The Wart found it difficult to be a new kind of creature. It was no good trying to swim like a human being, for it made him go corkscrew and much too slowly. He did not know how to swim like a fish.

‘Not like that,’ said the tench in ponderous tones. ‘Put your chin on your left shoulder and do jack—knives. Never mind about the fins to begin with.’

The Wart’s legs had fused together into his backbone and his feet and toes had become a tail fin. His arms had become two more fins – of a delicate pink – and he had sprouted some more somewhere about his stomach.
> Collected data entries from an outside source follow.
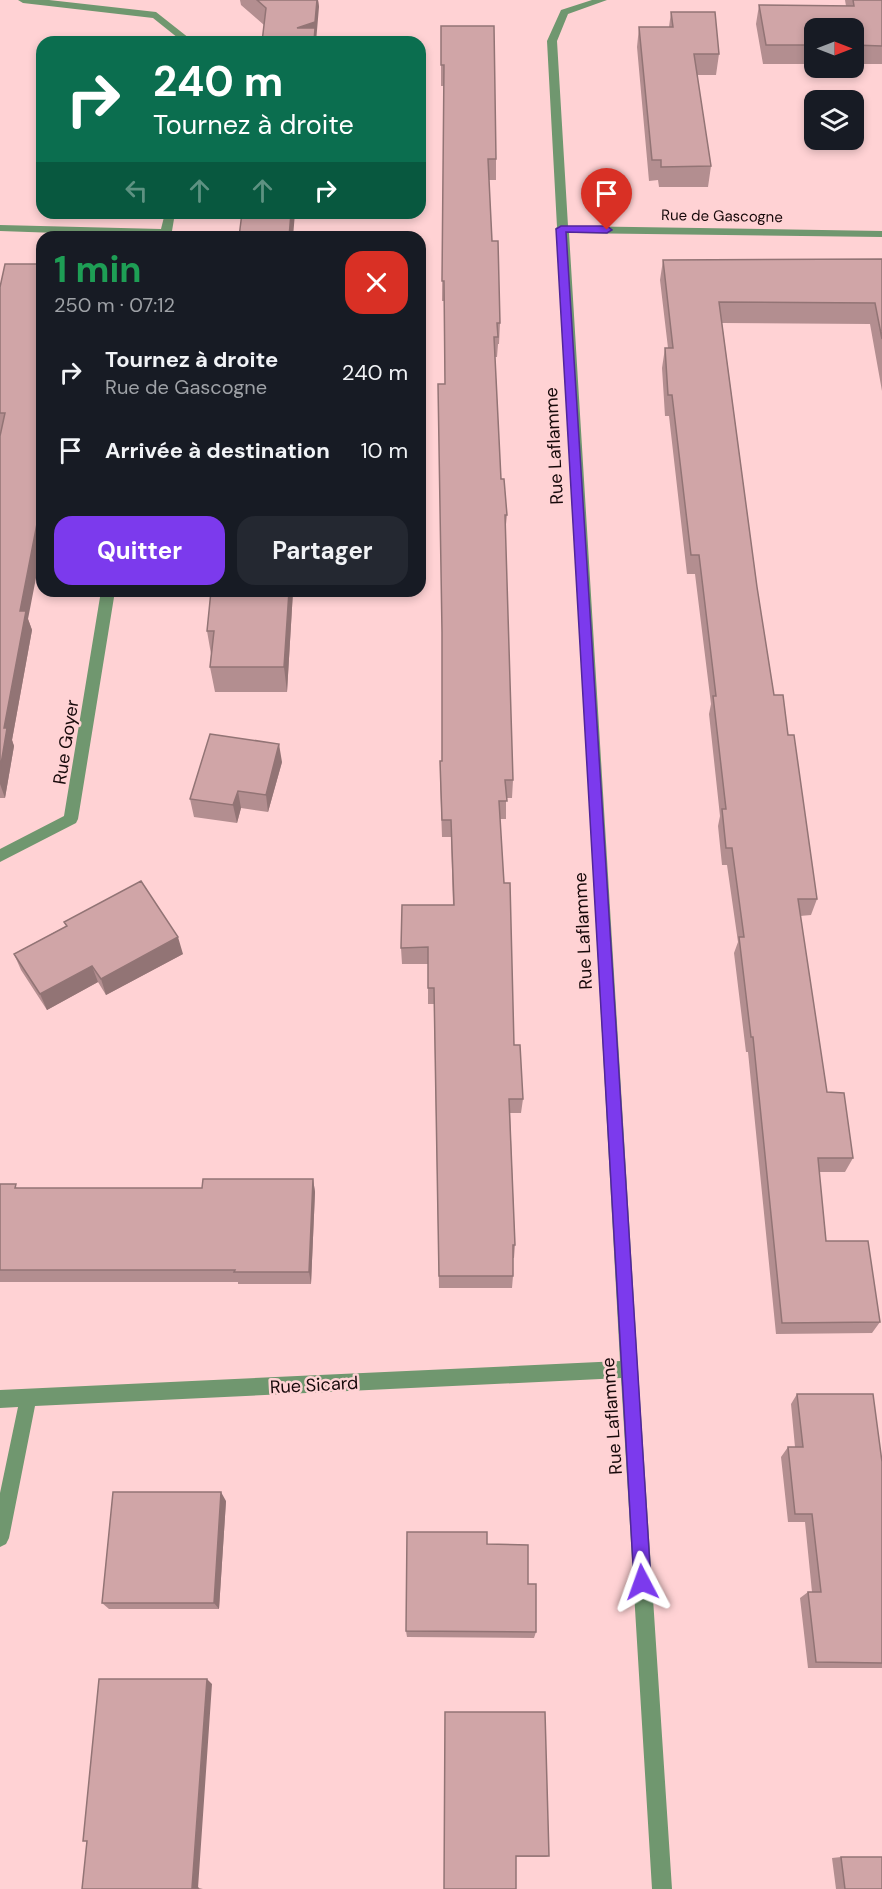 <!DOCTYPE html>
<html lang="fr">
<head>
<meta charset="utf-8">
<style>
	:root { --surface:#171b24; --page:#242831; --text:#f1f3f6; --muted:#9ea1a6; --accent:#7c3aed }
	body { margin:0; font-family:"DM Sans",sans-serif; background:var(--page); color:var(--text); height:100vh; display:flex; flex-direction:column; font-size:22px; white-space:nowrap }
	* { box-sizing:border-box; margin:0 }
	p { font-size:20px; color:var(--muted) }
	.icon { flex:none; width:33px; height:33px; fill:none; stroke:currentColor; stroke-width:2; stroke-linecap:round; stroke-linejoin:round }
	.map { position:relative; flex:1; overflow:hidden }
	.sheet { position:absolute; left:36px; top:231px; width:390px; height:366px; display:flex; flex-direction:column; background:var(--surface); border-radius:18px; box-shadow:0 3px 9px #0003 }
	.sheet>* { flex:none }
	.top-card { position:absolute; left:36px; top:36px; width:390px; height:183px; border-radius:18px; box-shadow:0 3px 9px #0003; background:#0b6e4f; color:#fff; overflow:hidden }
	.needle { width:39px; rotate:90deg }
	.fabs { position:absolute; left:804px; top:18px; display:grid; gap:12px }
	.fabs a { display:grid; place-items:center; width:60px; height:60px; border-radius:12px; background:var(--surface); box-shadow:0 3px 9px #0003; font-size:30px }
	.pin { position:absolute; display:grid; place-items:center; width:51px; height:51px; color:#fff; margin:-62px -26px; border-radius:50% 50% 50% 0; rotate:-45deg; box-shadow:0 0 6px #0007 }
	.pin .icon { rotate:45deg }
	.me { position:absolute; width:66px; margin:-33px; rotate:356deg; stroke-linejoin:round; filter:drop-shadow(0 0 4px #0008) }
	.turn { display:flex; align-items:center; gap:21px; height:126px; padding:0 18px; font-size:27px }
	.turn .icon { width:78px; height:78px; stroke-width:2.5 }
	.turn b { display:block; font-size:42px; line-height:51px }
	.lanes { display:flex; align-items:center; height:57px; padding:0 18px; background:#0003; justify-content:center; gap:30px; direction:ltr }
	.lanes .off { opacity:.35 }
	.round { display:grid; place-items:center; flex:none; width:63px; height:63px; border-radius:18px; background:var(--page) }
	.overview { display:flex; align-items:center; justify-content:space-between; height:102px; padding:0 18px }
	h1 { font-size:36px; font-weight:700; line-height:45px; color:#1e9e55 }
	.primary-button { display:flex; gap:12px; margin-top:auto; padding:12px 18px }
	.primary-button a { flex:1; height:69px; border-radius:18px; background:var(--accent); color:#fff; font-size:24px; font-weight:700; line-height:69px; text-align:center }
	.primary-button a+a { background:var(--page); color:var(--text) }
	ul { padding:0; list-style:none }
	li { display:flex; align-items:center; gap:18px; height:78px; padding:0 18px }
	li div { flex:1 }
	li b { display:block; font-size:22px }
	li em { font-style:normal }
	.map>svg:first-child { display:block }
</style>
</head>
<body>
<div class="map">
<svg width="882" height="1889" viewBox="0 0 882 1889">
	<rect width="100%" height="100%" fill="#ffd2d4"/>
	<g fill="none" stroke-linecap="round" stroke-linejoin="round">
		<path fill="#70976f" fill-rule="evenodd" d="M18,0h31l107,12 38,30h-11l-30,-24 -130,-15z
			M592,0h15l-39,14 -11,27 11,185 314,5v6l-313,-4 69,1136 34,520h-20l-31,-511 -586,28 -26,132 -3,6 -6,3v-54l18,-86 -18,1v-18l620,-29 -62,-1129 -3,-3 2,-2 -10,-186 14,-31z
			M165,213h10l-4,24 -171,-6v-6l161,4z
			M101,591h14l-37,228 -2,4 -76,39v-13l64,-33z"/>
	</g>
	<path fill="#b38e90" d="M240,0h78l1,7 -55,18 -23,-20z
		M845,0h37v64h-28v-36h-40v36h-51l-7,-40 3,-19 87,1z
		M671,12l48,42 -3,21h-19l14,91 -3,21h-49l-1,-7 -9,1 -12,-134 2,-20h30z
		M441,26l55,133v21h-7l3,61 8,82 -1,21h-1l-1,13h-2l6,122 6,36 -2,19 8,246 -1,18h-6v21h-6l14,226 9,54 -2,14h-11l5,132 -1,13h-1v18l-1,12h-73l-5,-284h-6v-40h-26l-1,-16 52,-43 -2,-68h-9l-2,-58v-18h2l3,-377 -1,-83h-2l2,-215h-3z
		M882,259v132l-12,-67 -148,-1 35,264 17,108 14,40 29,164 -6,16 -11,1 27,176 26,66 -8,14h-26l7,69 54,81 -8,11 -96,1 -28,-282h-2l-12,-99 4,-11 -11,-77h-5l-4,-39 2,-10 -11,-102 2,-10 -16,-130h-8l-18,-158h-4l-3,-48 3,-20h3l-8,-68 3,-20z
		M0,287l28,332 4,11 -20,110 2,6 -9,52h-5z
		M211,591h82l-6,101h-72l-5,-25 1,-13 -4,-23z
		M282,762l-14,50 -27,-4 -4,15 -43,-6 -4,-18z
		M64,922l119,32 -77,41 -8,-13 -51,28 -26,-40 -7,-16 52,-28z
		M313,1179l2,13 -4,92h-73v-2h-238v-98l18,4h184z
		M797,1394l85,68v206h-74l-8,-70 8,-6h4l-7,-70h-17l-7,-65 7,-10h7l-4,-43z
		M226,1501l-7,108h-110l-7,-6z
		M487,1544l41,40 8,48 -2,6 -127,-1 -1,-6z
		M445,1712l104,144 -3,1h-30z
		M841,1857l41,32h-46l-4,-31z"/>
	<path fill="#927475" d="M317,0h1l1,7 -3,35h-18l-1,-14z
		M291,213h4l-2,24h-4z
		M42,498v49l-14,72 4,11 -20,110 2,6 -9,52 -5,-14v-14l4,-42 16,-117z
		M289,591h4l-6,101 -3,-25z
		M279,744l3,18 -14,50 -2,-17z
		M238,791l3,17 -4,15 -4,-18z
		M178,937l5,17 -77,41 -5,-16z
		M92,966l6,16 -51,28 -7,-16z
		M313,1179l2,13 -4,92 -2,-12z
		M221,1492l5,9 -7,108 -5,-6z
		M207,1679l5,5 -14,204 5,1h-5l-6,-1z"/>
	<path fill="#d0a5a7" stroke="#927475" stroke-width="1.5" d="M257,0h60l-2,22 -18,6h18l-1,14h-52l4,-34z
		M853,0h29v46l-28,-1v-17h-40v17h-48l-7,-40 95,1z
		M671,12h44l4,42h-25l17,112 -50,1v-7h-9l-13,-133h34z
		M441,26h53l2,133h-8l4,82h6l2,82h-3l1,14h-4l7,142h3l3,36h-2l8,265h-8l2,21h-8l5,82h6l4,162h6l3,54h-14l6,146h-2v31h-74l-5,-288h-6v-41l-27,1 1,-43h52l-3,-85h-9l-2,-59h2v-129l-4,-248h7l-1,-103h-2l2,-216h-3z
		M242,213h49l-2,24h-50z
		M882,259v80l-7,-36 -156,-1 38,285 17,108h9l5,40h6l23,164h-19l29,193 17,1 9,65h-35l8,83h42l12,81 -98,1 -29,-286h-2l-12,-100h5l-12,-89h-6l-4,-39h4l-13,-113h3l-17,-141h-8l-19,-160h-4l-3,-47h8l-10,-88z
		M5,264h37v234l-22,113h6l-22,117h3l-7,42v-334l5,-23h-5v-126z
		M211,591h78l-5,76h-74l4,-36h-7z
		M210,734l69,10 -13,51 -28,-4 -5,14 -43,-6z
		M141,881l37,56 -77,42 -9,-13 -52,28 -26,-40 53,-28 -3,-4z
		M203,1179h110l-4,93h-75l1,-2h-235v-86h16l-1,4h187z
		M797,1394h76l9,68v201l-66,-1 -8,-70h13l-9,-78h-17l-7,-67h15z
		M113,1492h108l-7,111h-112z
		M407,1532h80v12l41,1v39h8v48l-130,-1z
		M99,1679h108l-15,209h6v1h-116l5,-48h-4z
		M445,1712h100l4,144h-33v33h-72z
		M841,1857h41v32h-37z"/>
	<path fill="#7c3aed" stroke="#51269a" stroke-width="1.5" d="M561,226h46l5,4 -5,3 -41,-1 85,1350 -3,6 -6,2 -6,-2 -2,-6 -78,-1353z"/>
	<g text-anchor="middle" stroke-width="5" stroke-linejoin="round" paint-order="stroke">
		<g font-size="15" fill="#17090a" stroke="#ffd2d4">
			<text transform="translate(722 216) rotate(1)" y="5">Rue de Gascogne</text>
		</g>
		<g font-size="18" fill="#17090a" stroke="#ffd2d4">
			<text transform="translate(554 446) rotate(-93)" y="6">Rue Laflamme</text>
			<text transform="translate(66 742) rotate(-81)" y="6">Rue Goyer</text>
			<text transform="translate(583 931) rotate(-93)" y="6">Rue Laflamme</text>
			<text transform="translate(314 1385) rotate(-3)" y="6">Rue Sicard</text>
			<text transform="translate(612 1416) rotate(-94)" y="6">Rue Laflamme</text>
		</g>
	</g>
</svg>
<div class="fabs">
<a><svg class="needle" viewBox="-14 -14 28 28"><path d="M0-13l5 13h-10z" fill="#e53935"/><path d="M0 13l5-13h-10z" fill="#9ea1a6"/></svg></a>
<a><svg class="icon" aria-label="layers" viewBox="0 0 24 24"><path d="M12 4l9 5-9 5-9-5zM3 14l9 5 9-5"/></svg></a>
</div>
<div class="pin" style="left:607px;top:230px;background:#d93025"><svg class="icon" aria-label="arrive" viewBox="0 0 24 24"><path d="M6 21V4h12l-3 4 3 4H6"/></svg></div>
<svg class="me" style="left:642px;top:1582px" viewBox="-20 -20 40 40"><path d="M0-17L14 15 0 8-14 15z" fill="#7c3aed" stroke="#fff" stroke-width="4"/></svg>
<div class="top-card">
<div class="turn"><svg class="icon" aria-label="right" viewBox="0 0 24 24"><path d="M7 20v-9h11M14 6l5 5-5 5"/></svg><div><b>240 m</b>Tournez à droite</div></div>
<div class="lanes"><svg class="icon off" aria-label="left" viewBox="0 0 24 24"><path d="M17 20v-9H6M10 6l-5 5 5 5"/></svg><svg class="icon off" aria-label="ahead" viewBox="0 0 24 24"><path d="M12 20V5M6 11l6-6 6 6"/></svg><svg class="icon off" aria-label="ahead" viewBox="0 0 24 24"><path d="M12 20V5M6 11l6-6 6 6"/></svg><svg class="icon" aria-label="right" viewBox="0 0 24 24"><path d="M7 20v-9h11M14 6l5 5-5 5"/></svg></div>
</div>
<section class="sheet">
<div class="overview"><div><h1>1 min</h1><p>250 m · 07:12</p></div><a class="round" style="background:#d93025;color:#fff"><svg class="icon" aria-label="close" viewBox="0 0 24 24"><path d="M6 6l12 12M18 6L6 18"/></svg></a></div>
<ul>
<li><svg class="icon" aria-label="right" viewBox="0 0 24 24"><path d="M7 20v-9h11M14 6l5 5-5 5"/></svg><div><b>Tournez à droite</b><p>Rue de Gascogne</p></div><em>240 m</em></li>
<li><svg class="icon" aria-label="arrive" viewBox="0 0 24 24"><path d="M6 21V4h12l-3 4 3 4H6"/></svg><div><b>Arrivée à destination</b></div><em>10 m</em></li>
</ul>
<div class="primary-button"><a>Quitter</a><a>Partager</a></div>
</section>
</div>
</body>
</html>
His head faced over his shoulder, so that when he bent in the middle his toes were moving toward his ear instead of toward his forehead. He was a beautiful olive—green, with rather scratchy plate armour all over him, and dark bands down his sides. He was not sure which were his sides and which were his back and front, but what now appeared to be his belly had an attractive whitish colour, while his back was armed with a splendid great fin that could be erected for war and had spikes in it. He did jack—knives as the tench directed and found that he was swimming vertically downward into the mud.

‘Use your feet to turn to left or right,’ said the tench, ‘and spread those fins on your tummy to keep level. You are living in two planes now, not one.’

The Wart found that he could keep more or less level by altering the inclination of his arm fins and the ones on his stomach. He swam feebly off, enjoying himself very much.

‘Come back,’ said the tench. ‘You must learn to swim before you can dart.’